(Collected data entries)
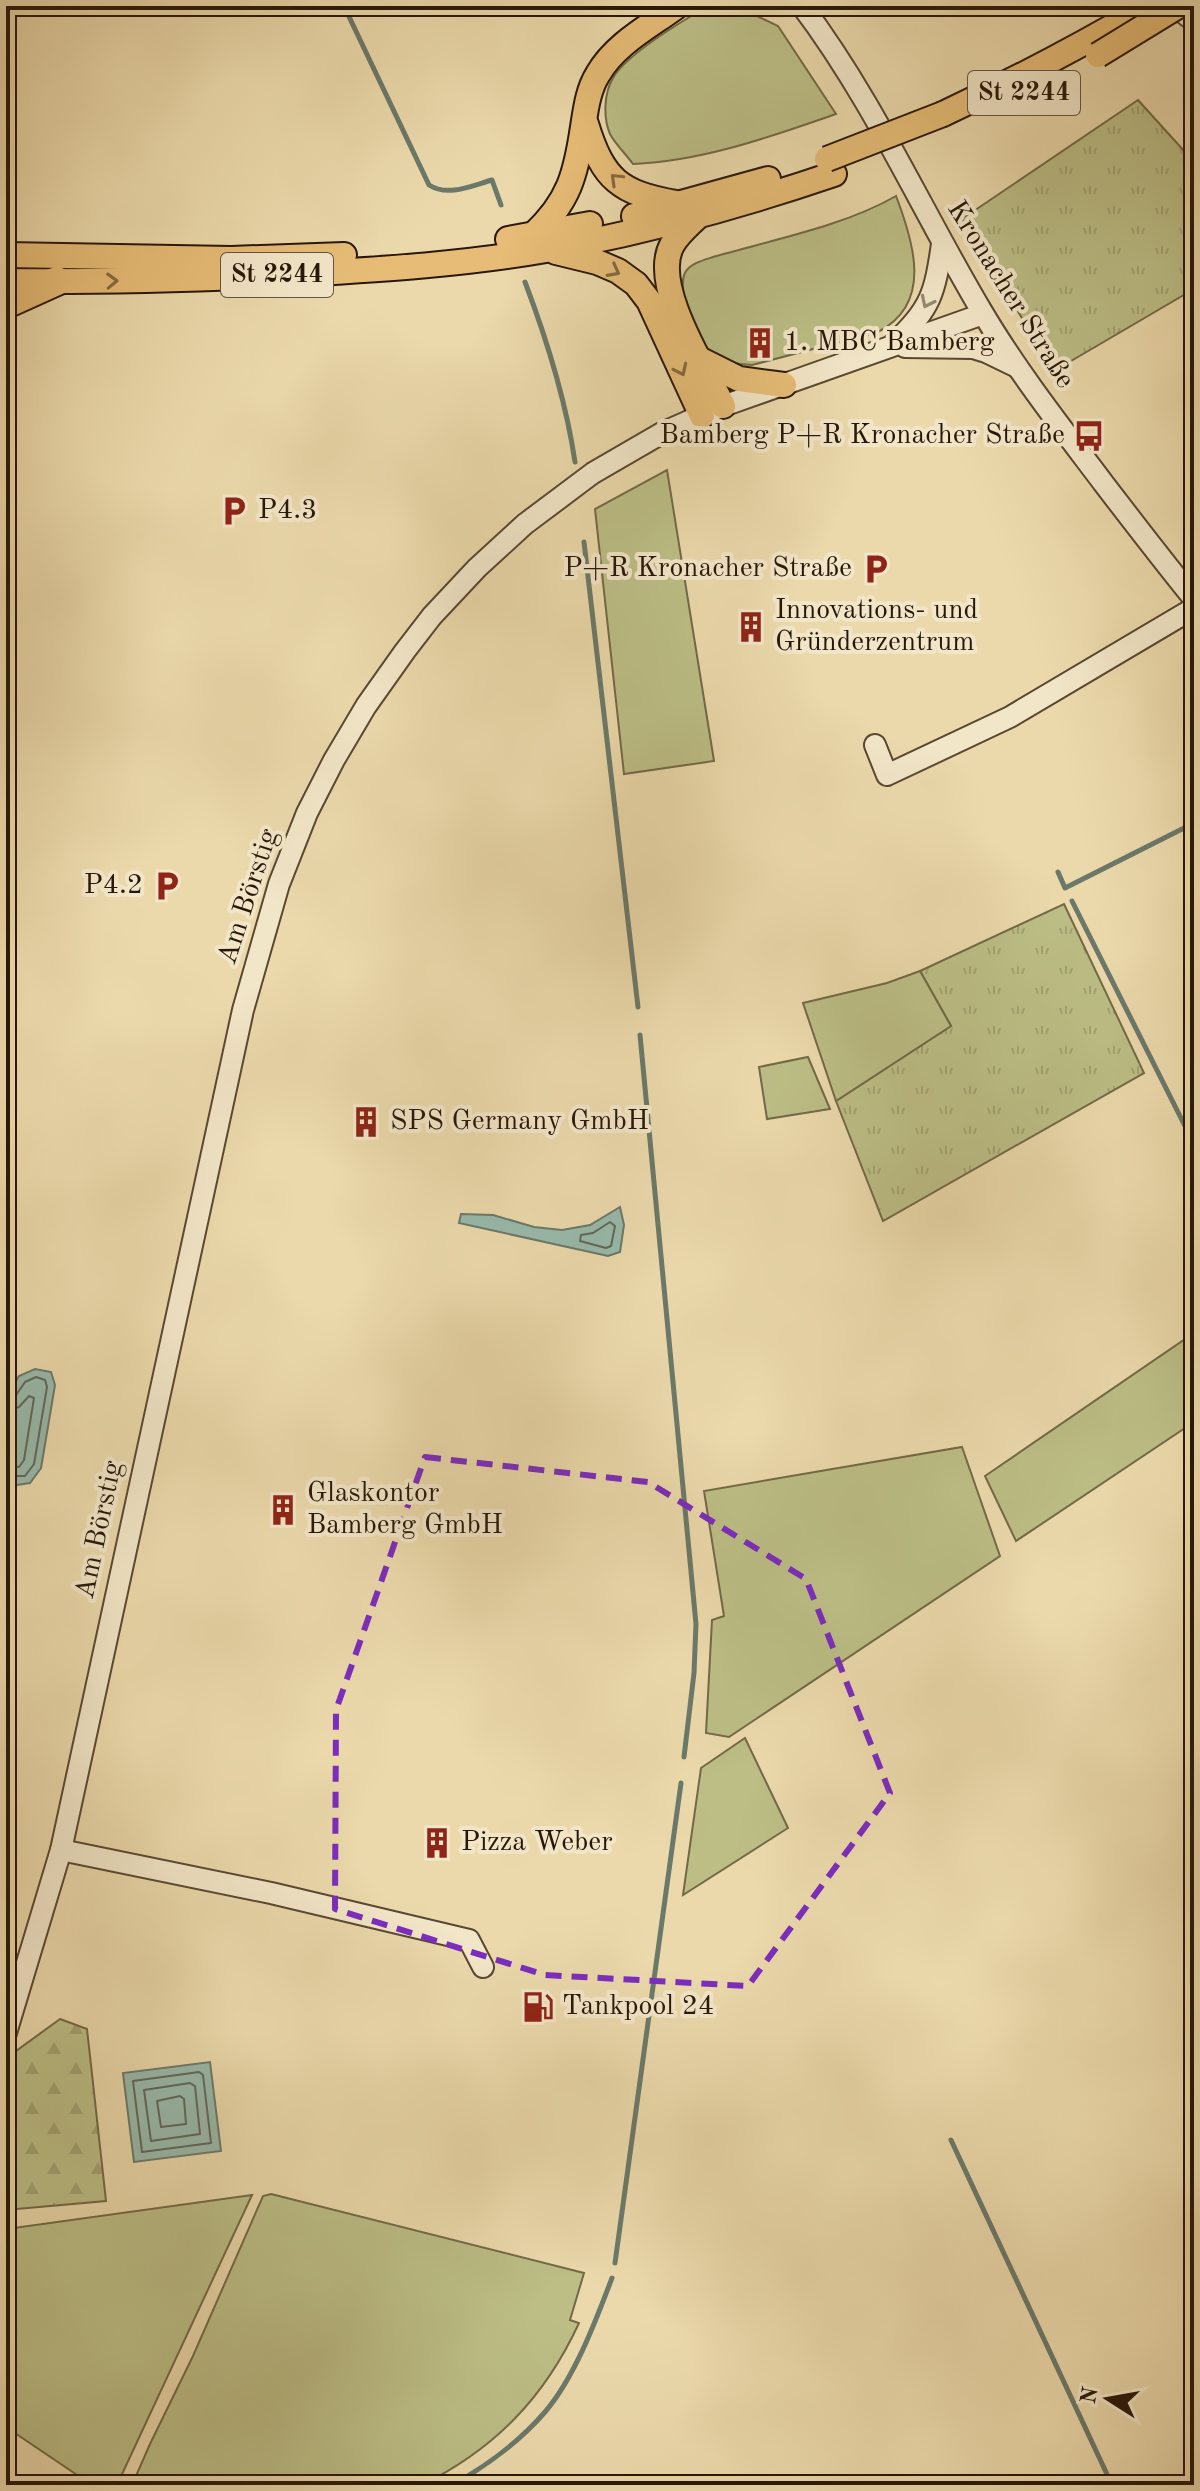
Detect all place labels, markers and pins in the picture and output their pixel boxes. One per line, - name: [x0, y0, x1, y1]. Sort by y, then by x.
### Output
- building icon: 1. MBC Bamberg: [743, 326, 777, 360]
- place label: 1. MBC Bamberg: [784, 329, 995, 357]
- bus stop icon: Bamberg P+R Kronacher Straße: [1072, 419, 1106, 453]
- place label: Bamberg P+R Kronacher Straße: [660, 422, 1065, 450]
- parking icon: P4.3: [217, 494, 251, 528]
- place label: P4.3: [258, 497, 317, 525]
- parking icon: P+R Kronacher Straße: [859, 552, 893, 586]
- place label: P+R Kronacher Straße: [564, 555, 852, 583]
- place label: Innovations- und Gründerzentrum: [775, 597, 978, 657]
- building icon: Innovations- und Gründerzentrum: [734, 610, 768, 644]
- parking icon: P4.2: [150, 869, 184, 903]
- place label: P4.2: [84, 872, 143, 900]
- building icon: SPS Germany GmbH: [349, 1105, 383, 1139]
- place label: SPS Germany GmbH: [390, 1108, 649, 1136]
- place label: Glaskontor Bamberg GmbH: [307, 1480, 503, 1540]
- building icon: Glaskontor Bamberg GmbH: [266, 1493, 300, 1527]
- building icon: Pizza Weber: [420, 1826, 454, 1860]
- place label: Pizza Weber: [461, 1829, 613, 1857]
- fuel station icon: Tankpool 24: [521, 1990, 555, 2024]
- place label: Tankpool 24: [562, 1993, 714, 2021]

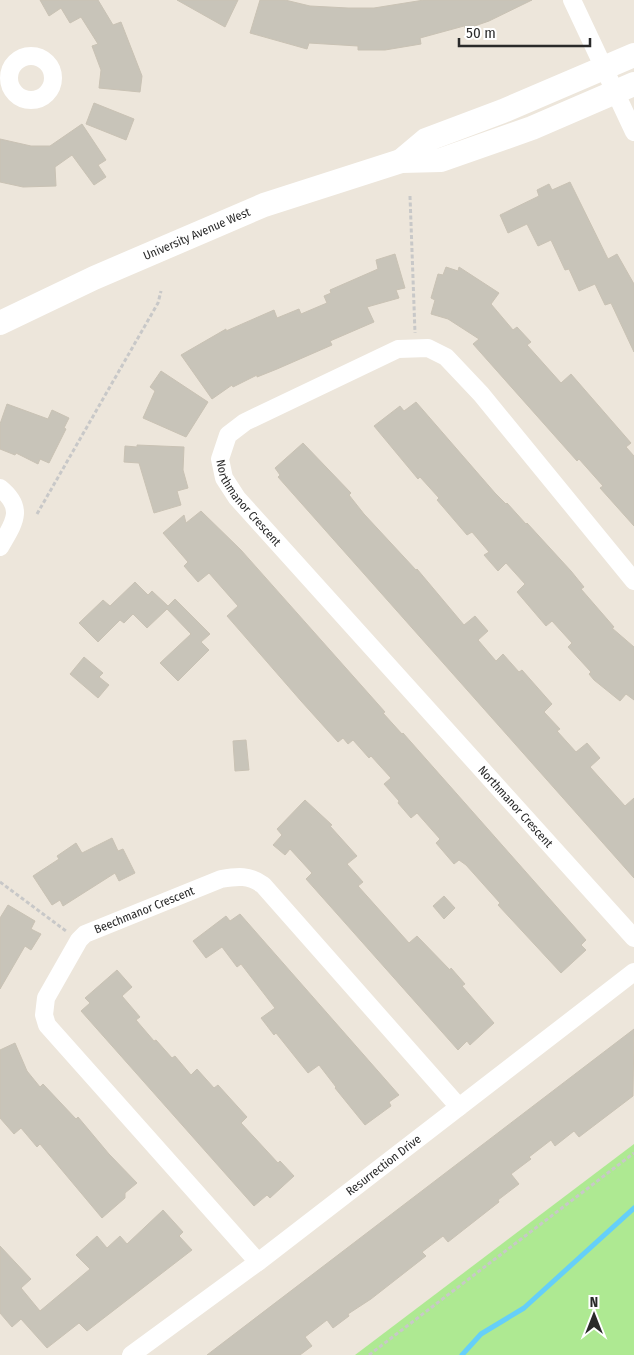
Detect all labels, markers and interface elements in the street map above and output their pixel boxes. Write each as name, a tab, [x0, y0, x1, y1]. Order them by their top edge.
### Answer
scale bar	[459, 15, 590, 47]
text: 50 m	[466, 24, 496, 42]
street label: University Avenue West	[141, 205, 252, 263]
street label: Northmanor Crescent	[213, 458, 284, 549]
street label: Northmanor Crescent	[475, 763, 556, 850]
street label: Beechmanor Crescent	[92, 884, 196, 937]
street label: Resurrection Drive	[343, 1132, 424, 1198]
north arrow	[569, 1290, 619, 1340]
text: N	[590, 1294, 598, 1311]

→ ACTIVITY
Could you copy every record exactly, without the pictures?

→ ANSWER SPACE
Detect all place labels, markers and pins in the picture and output their pixel boxes. One per line, - name: [x0, y0, x1, y1]. Sort by y, then by x.
### Output
- building icon: 1. MBC Bamberg: [743, 326, 777, 360]
- place label: 1. MBC Bamberg: [784, 329, 995, 357]
- bus stop icon: Bamberg P+R Kronacher Straße: [1072, 419, 1106, 453]
- place label: Bamberg P+R Kronacher Straße: [660, 422, 1065, 450]
- parking icon: P4.3: [217, 494, 251, 528]
- place label: P4.3: [258, 497, 317, 525]
- parking icon: P+R Kronacher Straße: [859, 552, 893, 586]
- place label: P+R Kronacher Straße: [564, 555, 852, 583]
- place label: Innovations- und Gründerzentrum: [775, 597, 978, 657]
- building icon: Innovations- und Gründerzentrum: [734, 610, 768, 644]
- parking icon: P4.2: [150, 869, 184, 903]
- place label: P4.2: [84, 872, 143, 900]
- building icon: SPS Germany GmbH: [349, 1105, 383, 1139]
- place label: SPS Germany GmbH: [390, 1108, 649, 1136]
- place label: Glaskontor Bamberg GmbH: [307, 1480, 503, 1540]
- building icon: Glaskontor Bamberg GmbH: [266, 1493, 300, 1527]
- building icon: Pizza Weber: [420, 1826, 454, 1860]
- place label: Pizza Weber: [461, 1829, 613, 1857]
- fuel station icon: Tankpool 24: [521, 1990, 555, 2024]
- place label: Tankpool 24: [562, 1993, 714, 2021]

Detect all labels, markers and interface elements in the street map above and output their pixel boxes. Write each as name, a tab, [x0, y0, x1, y1]. Order them by their top edge.
### Answer
scale bar	[459, 15, 590, 47]
text: 50 m	[466, 24, 496, 42]
street label: University Avenue West	[141, 205, 252, 263]
street label: Northmanor Crescent	[213, 458, 284, 549]
street label: Northmanor Crescent	[475, 763, 556, 850]
street label: Beechmanor Crescent	[92, 884, 196, 937]
street label: Resurrection Drive	[343, 1132, 424, 1198]
north arrow	[569, 1290, 619, 1340]
text: N	[590, 1294, 598, 1311]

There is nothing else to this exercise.